Records from a data source

■ ■ ■ ■ ■ ■ ■

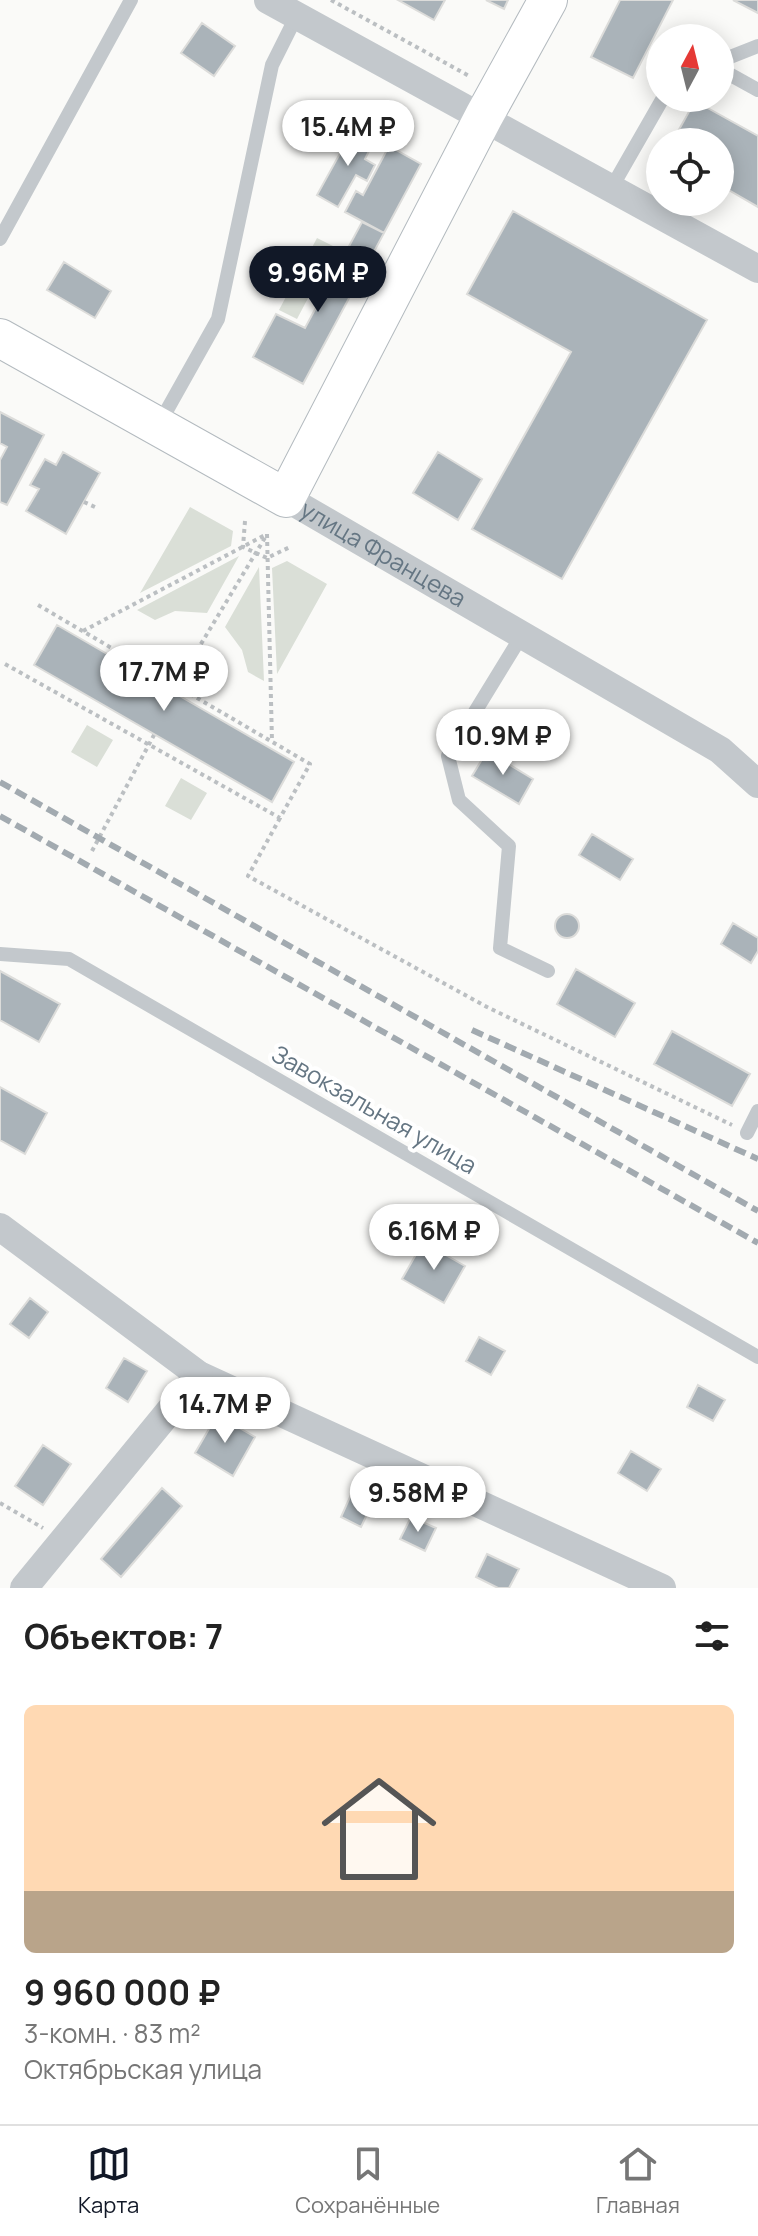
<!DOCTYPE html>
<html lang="ru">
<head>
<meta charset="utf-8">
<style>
  body { margin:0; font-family:Manrope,sans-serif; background:#f6f6f6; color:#222; height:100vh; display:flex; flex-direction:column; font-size:30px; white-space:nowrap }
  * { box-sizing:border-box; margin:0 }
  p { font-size:26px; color:#767676 }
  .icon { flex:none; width:44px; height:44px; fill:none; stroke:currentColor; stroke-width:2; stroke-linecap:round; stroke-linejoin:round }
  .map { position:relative; height:1588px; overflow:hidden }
  .drawer { display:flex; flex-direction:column; background:#fff; flex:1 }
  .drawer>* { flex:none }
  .needle { width:52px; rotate:7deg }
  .tools { position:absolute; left:646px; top:24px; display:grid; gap:16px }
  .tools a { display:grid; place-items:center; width:88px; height:88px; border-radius:50%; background:#fff; box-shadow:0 4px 20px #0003; font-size:40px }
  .price { position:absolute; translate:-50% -68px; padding:0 18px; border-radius:28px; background:#fff; color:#222; font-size:26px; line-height:52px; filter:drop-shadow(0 2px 4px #0008) }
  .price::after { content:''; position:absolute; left:50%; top:48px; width:24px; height:18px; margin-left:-12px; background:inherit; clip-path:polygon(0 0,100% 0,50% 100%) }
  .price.current { background:#111827; color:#fff }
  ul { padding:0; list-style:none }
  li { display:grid; align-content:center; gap:16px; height:424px; padding:0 24px }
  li+li { border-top:2px solid #e0e0e0 }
  li span { display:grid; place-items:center; height:248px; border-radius:12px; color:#555 }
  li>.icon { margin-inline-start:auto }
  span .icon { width:144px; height:144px; fill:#fffc; stroke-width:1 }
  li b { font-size:34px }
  h2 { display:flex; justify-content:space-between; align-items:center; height:96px; padding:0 24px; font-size:34px }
  .menu { display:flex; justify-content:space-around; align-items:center; height:112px; border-top:2px solid #e0e0e0; background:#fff; font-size:22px; color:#767676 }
  .menu a { display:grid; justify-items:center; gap:4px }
  .menu .current { color:#111827 }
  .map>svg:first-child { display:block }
  .green { fill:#dadfd7 }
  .building { fill:#aab3b9; stroke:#dcdcda; stroke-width:2 }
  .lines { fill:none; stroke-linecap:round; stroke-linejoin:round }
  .secondary-casing { stroke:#b3babf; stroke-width:40 }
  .path { stroke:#bbbfc2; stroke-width:4; stroke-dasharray:4 4; stroke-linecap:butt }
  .service { stroke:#c3c8cc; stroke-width:14 }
  .minor { stroke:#c3c8cc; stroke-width:28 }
  .secondary { stroke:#fff; stroke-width:38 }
  .rail { stroke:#a2aab0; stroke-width:6; stroke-dasharray:12 6; stroke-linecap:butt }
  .labels { text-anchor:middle; stroke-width:8; stroke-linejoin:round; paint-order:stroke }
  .street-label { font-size:24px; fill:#657683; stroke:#fff }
</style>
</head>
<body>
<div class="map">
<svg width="758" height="1588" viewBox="0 0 758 1588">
  <rect width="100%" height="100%" fill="#fafaf8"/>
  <path class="green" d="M317 238 335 247 297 319 279 310Z
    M190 507 233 531 231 546 140 593Z
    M239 556 207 613 175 611 155 620 137 610Z
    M287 561 327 584 277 674 272 568Z
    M259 567 264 681 248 672 242 650 225 627Z
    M87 725 113 740 97 767 71 752Z
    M181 778 207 793 191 820 165 806Z"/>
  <path class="building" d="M398 0H445L434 20Z
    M486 0H508L504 9Z
    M620 0H673L633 78 591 57Z
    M733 0H758V13Z
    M202 23 235 46 214 76 181 53Z
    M695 101 758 136V207L720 185V142H672Z
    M354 128 375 139 365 159 375 165 367 181 356 175 338 207 317 195Z
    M389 146 421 164 384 233 345 212 356 191 363 195Z
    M513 211 707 320 562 579 472 529 571 352 467 294Z
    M362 222 384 233 303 384 253 357 276 314 305 328Z
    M64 262 111 291 95 318 47 290Z
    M0 412 44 435 7 505 0 502V460L7 447 0 443Z
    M63 452 100 473 66 534 26 511 39 489 30 485 45 459 56 465Z
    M438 452 482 479 458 520 413 493Z
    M57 625 294 762 272 802 34 665Z
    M487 751 533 779 519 804 472 776Z
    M592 834 633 859 620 880 579 855Z
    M555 926a12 12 0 1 1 24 0a12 12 0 1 1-24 0Z
    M733 923 758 938V951L751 963 721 944Z
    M576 969 635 1003 615 1037 557 1004Z
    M0 971 60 1004 39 1042 0 1020Z
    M672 1031 750 1074 732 1106 654 1064Z
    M0 1087 47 1113 25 1154 0 1140Z
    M423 1242 465 1266 444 1303 402 1279Z
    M30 1298 48 1312 29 1338 10 1324Z
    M479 1337 505 1351 491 1375 466 1361Z
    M124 1358 147 1371 128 1402 106 1388Z
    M698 1385 725 1400 713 1421 687 1407Z
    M217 1415 255 1437 233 1476 195 1453Z
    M43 1445 71 1464 43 1505 15 1486Z
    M631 1451 661 1469 647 1491 618 1473Z
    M162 1488 182 1506 121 1577 101 1559Z
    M354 1488 375 1498 361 1527 341 1517Z
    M411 1517 436 1528 425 1551 400 1539Z
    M487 1554 519 1569 509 1588H498L476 1577Z"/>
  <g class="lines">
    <defs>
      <path id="secondary" d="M0 338 286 498 484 116 548 0"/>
    </defs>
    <use href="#secondary" class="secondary-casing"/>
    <path class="path" d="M331 0 471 77
      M84 502 95 507
      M245 521 243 547 267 558 290 547
      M267 534 272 742
      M83 631 267 534
      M5 664 280 818 310 764 38 605
      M172 692 266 536
      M280 818 248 876 487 1007 732 1125
      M92 851 154 735
      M0 1503 43 1528"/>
    <path class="service" d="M720 61 758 46
      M720 69 758 90
      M612 187 663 98
      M0 239 131 0
      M158 426 218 319 272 65 297 15
      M522 635 448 756 459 800 509 846 500 948 548 971
      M0 954 69 959 758 1357
      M747 1133 758 1111"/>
    <g class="minor">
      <path d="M268 0 758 269"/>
      <path id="s1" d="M286 498 720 750 758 784"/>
      <path d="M0 1227 199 1375 662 1588"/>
      <path d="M24 1588 199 1375"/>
    </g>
    <use href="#secondary" class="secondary"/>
    <path class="rail" d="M0 782 758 1211
      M0 816 758 1243
      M472 1030 758 1159"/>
  </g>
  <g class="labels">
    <g class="street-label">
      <text dy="8" stroke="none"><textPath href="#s1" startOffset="112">улица Францева</textPath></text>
      <text transform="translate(374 1110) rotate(30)" y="8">Завокзальная улица</text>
    </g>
  </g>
</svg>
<div class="tools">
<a><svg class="needle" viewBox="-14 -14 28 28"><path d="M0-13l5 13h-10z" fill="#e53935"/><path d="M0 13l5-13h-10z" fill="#767676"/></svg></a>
<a><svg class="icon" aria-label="locate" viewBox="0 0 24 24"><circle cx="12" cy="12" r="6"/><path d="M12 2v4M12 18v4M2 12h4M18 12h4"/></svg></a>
</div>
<b class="price" style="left:348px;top:168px">15.4M ₽</b>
<b class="price current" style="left:318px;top:314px">9.96M ₽</b>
<b class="price" style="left:164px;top:713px">17.7M ₽</b>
<b class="price" style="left:503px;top:777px">10.9M ₽</b>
<b class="price" style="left:434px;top:1272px">6.16M ₽</b>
<b class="price" style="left:225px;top:1445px">14.7M ₽</b>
<b class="price" style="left:418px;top:1534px">9.58M ₽</b>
</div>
<section class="drawer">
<h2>Объектов: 7<svg class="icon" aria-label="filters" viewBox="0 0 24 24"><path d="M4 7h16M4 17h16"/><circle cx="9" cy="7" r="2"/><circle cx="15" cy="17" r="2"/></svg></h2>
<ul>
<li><span style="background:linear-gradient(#ffd9b3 75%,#b9a48a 0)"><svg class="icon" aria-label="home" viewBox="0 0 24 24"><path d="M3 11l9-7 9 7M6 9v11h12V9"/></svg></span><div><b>9 960 000 ₽</b><p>3-комн. · 83 m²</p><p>Октябрьская улица</p></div></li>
</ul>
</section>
<nav class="menu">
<a class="current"><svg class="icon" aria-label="map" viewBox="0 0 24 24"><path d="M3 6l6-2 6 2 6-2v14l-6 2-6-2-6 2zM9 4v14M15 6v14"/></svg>Карта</a>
<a><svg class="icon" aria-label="saved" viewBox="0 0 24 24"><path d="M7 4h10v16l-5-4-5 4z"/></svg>Сохранённые</a>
<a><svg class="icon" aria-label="home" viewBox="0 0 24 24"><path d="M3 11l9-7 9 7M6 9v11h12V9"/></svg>Главная</a>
</nav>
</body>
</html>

■ ■ ■ ■ ■ ■ ■

> WHAT IS REQUIRED
Above are the entries. Quote exactly the lines from the one bearing "M576 969 635 1003 615 1037 557 1004Z" through the one bearing "M92 851 154 735".

> SOLUTION FOR THIS PROBLEM
    M576 969 635 1003 615 1037 557 1004Z
    M0 971 60 1004 39 1042 0 1020Z
    M672 1031 750 1074 732 1106 654 1064Z
    M0 1087 47 1113 25 1154 0 1140Z
    M423 1242 465 1266 444 1303 402 1279Z
    M30 1298 48 1312 29 1338 10 1324Z
    M479 1337 505 1351 491 1375 466 1361Z
    M124 1358 147 1371 128 1402 106 1388Z
    M698 1385 725 1400 713 1421 687 1407Z
    M217 1415 255 1437 233 1476 195 1453Z
    M43 1445 71 1464 43 1505 15 1486Z
    M631 1451 661 1469 647 1491 618 1473Z
    M162 1488 182 1506 121 1577 101 1559Z
    M354 1488 375 1498 361 1527 341 1517Z
    M411 1517 436 1528 425 1551 400 1539Z
    M487 1554 519 1569 509 1588H498L476 1577Z"/>
  <g class="lines">
    <defs>
      <path id="secondary" d="M0 338 286 498 484 116 548 0"/>
    </defs>
    <use href="#secondary" class="secondary-casing"/>
    <path class="path" d="M331 0 471 77
      M84 502 95 507
      M245 521 243 547 267 558 290 547
      M267 534 272 742
      M83 631 267 534
      M5 664 280 818 310 764 38 605
      M172 692 266 536
      M280 818 248 876 487 1007 732 1125
      M92 851 154 735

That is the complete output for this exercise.